Yesterday's thunderstorms in Geraldton claimed the life of a 17-year-old girl after she stepped on a fallen power line on her way home. Two teenagers are also in hospital as a result of the electrocution.
The Bureau of Meteorology has this morning cancelled a cyclone warning for coastal areas from Jurien Bay to Busselton, including Perth, Mandurah and Bunbury after the system weakened overnight.
In its latest update at 11am, the Bureau said Bianca has weakened below cyclone intensity and was now classified as a low pressure system that was not predicted to produce severe weather.
It is expected to further weaken during the day before it crosses the coast between Perth and Bunbury sometime this afternoon.
Bureau of Meteorology regional manager Neil Bennet said damaging winds were no longer forecast for the South-West land division as Bianca was losing power rapidly.
Mr Bennett said the most significant impact Bianca would have would be an increased fire risk and dangerous seas with high tides. A severe fire weather danger has been issued for the Perth Hills area.
"We could see an increase in wind speed with the high temperatures – we are still forecasting a top of 34 degrees ," he said
A severe weather warning for abnormally high tides has been issued for people in the coastal areas from Jurien Bay to Dunsborough, which includes the Perth metropolitan area and also Mandurah, Bunbury and Busselton.
"We will see above higher than normal tides and we could see out on the water some rough seas and some dangerous surf conditions, essentially some coastal erosion to low-lying coastal areas, but it is going to be very marginal," he said.
Heavy rainfall is expected south of a line from Bunbury to Albany this morning, however extensive flooding is not expected.
Mr Bennet said Perth and the South-West had somewhat dodged a bullet as Bianca's impact could have been a lot worse.
"A day ago it was a category three cyclone and at the core of that we would have had wind speeds at over 200km/h," he said.
"It is very unusual to have a tropical cyclone this far south, west of Perth at that time of the year."
The storm system has had the whole state holding its breath over the past few days, but tomorrow it may be all but over.
"It is just going to be absorbed over the land, it might not even appear on the weather chart, we might have a little area of moisture associated with it," Mr Bennet said.
"It is going to be difficult to find it tomorrow."

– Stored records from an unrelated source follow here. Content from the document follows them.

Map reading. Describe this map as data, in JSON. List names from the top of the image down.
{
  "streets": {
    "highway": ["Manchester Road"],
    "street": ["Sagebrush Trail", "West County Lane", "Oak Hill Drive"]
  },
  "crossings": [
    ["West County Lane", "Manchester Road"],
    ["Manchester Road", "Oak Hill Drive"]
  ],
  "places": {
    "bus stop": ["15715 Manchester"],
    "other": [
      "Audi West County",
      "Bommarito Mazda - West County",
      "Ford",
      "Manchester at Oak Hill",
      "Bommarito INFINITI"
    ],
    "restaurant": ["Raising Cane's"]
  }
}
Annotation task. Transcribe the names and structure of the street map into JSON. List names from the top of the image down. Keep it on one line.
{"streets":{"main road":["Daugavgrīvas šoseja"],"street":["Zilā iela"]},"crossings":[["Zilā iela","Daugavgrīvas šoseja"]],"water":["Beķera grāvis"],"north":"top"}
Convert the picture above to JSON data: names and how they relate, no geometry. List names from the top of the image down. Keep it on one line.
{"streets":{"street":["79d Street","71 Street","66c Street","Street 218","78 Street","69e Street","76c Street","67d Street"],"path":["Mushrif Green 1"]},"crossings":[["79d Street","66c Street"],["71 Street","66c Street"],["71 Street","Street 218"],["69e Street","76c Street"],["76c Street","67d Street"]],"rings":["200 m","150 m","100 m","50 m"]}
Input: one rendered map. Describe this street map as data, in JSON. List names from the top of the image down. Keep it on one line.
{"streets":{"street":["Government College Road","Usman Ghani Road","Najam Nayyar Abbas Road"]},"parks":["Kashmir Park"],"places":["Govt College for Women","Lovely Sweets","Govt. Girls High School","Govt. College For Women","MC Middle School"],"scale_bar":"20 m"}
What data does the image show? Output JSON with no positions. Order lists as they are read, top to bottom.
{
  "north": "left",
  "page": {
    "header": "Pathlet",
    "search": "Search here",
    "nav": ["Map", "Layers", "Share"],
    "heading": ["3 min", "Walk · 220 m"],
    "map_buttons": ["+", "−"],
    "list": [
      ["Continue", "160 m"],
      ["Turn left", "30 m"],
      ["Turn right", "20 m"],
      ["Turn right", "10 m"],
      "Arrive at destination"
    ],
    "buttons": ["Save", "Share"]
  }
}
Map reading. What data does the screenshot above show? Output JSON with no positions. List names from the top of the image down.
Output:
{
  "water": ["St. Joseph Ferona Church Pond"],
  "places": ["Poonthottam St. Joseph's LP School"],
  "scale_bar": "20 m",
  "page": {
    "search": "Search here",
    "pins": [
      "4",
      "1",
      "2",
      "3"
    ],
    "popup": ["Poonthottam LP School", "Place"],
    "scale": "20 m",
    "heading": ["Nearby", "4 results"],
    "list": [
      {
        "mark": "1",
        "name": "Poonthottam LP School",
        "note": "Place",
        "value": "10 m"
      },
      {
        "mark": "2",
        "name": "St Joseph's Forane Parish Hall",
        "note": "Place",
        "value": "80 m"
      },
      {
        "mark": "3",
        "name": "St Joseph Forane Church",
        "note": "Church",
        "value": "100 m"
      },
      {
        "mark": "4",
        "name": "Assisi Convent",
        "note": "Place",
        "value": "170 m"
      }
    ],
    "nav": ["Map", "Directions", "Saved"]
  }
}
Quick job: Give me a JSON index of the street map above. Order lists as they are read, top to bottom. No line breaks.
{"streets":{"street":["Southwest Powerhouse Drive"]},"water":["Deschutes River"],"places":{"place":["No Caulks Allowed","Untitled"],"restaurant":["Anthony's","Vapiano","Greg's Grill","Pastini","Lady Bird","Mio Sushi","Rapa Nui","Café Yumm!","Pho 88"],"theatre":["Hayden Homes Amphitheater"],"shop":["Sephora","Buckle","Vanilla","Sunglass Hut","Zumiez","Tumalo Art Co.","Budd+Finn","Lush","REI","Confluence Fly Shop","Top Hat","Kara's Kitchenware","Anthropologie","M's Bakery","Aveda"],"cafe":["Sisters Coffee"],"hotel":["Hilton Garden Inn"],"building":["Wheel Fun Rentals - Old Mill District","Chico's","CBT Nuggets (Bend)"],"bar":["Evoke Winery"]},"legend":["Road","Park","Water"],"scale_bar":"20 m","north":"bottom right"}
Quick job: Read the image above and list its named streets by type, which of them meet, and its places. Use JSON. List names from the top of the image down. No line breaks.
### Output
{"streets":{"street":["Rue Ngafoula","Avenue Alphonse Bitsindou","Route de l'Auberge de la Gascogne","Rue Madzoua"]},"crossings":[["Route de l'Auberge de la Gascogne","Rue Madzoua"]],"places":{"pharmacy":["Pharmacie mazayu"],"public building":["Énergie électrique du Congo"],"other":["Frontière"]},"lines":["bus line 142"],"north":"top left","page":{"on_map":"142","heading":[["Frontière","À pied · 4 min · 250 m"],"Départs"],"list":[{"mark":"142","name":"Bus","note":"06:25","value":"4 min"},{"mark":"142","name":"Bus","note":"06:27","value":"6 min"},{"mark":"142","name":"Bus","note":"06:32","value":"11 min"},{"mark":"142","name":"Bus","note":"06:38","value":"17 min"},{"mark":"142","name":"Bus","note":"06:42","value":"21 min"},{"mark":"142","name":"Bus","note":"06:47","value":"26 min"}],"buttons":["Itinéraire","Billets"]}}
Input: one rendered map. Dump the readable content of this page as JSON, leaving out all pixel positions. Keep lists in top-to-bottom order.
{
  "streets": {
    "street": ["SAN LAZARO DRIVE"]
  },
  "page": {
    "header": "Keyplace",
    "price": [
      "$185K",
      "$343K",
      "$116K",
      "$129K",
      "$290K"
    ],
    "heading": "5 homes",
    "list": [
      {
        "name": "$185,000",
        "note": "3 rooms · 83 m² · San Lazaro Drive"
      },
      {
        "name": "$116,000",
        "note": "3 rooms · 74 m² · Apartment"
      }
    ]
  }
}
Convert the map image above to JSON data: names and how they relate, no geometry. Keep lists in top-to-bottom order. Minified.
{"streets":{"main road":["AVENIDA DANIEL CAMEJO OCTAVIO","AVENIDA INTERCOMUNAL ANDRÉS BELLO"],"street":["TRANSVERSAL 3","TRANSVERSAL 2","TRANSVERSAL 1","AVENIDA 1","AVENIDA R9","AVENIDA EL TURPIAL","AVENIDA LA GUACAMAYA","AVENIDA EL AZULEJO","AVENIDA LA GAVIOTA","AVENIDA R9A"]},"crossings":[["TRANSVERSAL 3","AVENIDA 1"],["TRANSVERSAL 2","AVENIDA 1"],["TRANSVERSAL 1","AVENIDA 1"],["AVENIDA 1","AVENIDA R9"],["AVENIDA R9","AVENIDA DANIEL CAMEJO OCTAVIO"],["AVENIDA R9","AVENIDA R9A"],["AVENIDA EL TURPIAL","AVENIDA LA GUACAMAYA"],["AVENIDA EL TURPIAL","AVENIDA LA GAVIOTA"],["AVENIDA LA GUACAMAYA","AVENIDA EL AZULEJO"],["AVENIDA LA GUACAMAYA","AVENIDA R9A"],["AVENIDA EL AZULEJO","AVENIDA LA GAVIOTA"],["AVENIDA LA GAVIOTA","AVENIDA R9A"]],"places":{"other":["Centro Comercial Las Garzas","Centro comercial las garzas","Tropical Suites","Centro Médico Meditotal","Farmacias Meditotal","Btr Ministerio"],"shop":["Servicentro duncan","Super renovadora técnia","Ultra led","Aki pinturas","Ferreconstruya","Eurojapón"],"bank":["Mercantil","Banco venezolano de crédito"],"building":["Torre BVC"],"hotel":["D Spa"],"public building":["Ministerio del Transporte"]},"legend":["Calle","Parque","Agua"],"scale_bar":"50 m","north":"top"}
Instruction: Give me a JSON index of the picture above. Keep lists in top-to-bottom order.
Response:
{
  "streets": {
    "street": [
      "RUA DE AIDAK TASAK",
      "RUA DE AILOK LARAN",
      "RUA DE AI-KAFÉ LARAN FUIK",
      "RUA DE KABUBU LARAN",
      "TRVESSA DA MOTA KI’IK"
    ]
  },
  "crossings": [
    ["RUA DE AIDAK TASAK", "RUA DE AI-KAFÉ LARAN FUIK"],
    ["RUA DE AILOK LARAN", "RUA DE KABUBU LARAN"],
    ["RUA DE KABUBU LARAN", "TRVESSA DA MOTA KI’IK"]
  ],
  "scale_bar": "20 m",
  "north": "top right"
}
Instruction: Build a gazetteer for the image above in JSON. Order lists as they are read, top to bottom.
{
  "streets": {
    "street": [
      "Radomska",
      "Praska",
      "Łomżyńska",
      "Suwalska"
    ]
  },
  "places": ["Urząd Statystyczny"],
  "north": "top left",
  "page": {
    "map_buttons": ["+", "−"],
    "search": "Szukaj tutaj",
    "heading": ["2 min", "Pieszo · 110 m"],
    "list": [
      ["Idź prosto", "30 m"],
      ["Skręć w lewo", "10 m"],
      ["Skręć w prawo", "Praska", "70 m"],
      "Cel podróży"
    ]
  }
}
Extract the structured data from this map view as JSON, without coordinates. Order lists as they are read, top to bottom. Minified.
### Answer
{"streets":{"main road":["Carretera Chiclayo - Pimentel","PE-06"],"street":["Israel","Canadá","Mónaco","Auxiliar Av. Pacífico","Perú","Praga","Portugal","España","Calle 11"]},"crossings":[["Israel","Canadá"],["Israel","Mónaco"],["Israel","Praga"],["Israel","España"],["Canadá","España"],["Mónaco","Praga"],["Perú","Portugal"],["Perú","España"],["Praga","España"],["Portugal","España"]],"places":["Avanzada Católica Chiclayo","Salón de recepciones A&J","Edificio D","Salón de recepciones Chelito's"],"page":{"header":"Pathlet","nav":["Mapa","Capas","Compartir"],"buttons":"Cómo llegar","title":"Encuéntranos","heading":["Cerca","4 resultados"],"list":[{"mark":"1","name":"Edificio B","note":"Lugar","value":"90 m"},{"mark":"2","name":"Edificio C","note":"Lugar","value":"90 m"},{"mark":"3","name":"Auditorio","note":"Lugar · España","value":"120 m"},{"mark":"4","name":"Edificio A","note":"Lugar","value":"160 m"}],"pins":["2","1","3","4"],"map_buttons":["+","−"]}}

Strong winds bring bushfire threat
A very high to severe fire danger is likely near the west coast through to the Central Wheatbelt today, possibly reaching extreme across inland areas south of a line from Geraldton to Leonora to Israelite Bay.
A total fire ban has been issued for the south-west land division today - this includes the cities of Perth, Albany, Geraldton, Bunbury and Mandurah. It also includes the South-West, Great Southern, Peel, most of the Wheatbelt and Mid-West regions.
This means residents must not light or use any fires in the open air. "Hot work" such as metal work, grinding or the like is also banned unless an exemption is in place.
FESA has advised anyone ignoring the total fire ban could be fined up to $25,000 or jailed for 12 months.
Residents living in an area with a severe, extreme or catastrophic fire danger rating need to get ready to act.
Only stay with your property if you are well prepared and have a bushfire survival plan. If you are not prepared to the highest level, leaving bushfire risk areas early in the day is your safest option, FESA advises.
Surf Life Saving WA advises the approaching storm is likely to cause dangerous surf conditions, sweeping currents and flash rips.
People should avoid going to the beach during the bad weather because it would place them at high risk and also the surf lifesavers who may need to rescue swimmers that get into trouble.
If you must attend the beach, Surf Life Saving advises that it is essential you attend patrolled locations only where lifesavers are in attendance and can provide information regarding beach conditions and potential beach closures.
The Department of Transport advises boat owners need to ensure boats in pens and on moorings are secure and items above deck removed or secured.
Vessels at marinas with a floating pen system should raft up and tie off on the pile to reduce load on the pen system.
People urged to stay safe
FESA advises to store or weigh doen loose objects around the home. Things like outdoor furniture could be picked up and thrown by strong winds, causing damage of injury.
Trim branches around your home to prevent them falling on your roof or car, clear gutters and downpipes so they do not overflow after heavy rain and prepare an emergency kit with a battery-operated radio, torch, spare batteries and first-aid kit.
FSEA advises to not go boating, fishing, swimming or surfing in affected areas and to be careful of fallen powerlines.
If your home or property has been badly damaged call the SES on 132 500.
In a life threatening situation call 000.
For the latest weather information visit www.bom.gov.au or call 1300 659 213.
For information about road conditions contact Main Roads WA on 138 138.
To report downed power lines call Western Power on 13 13 51.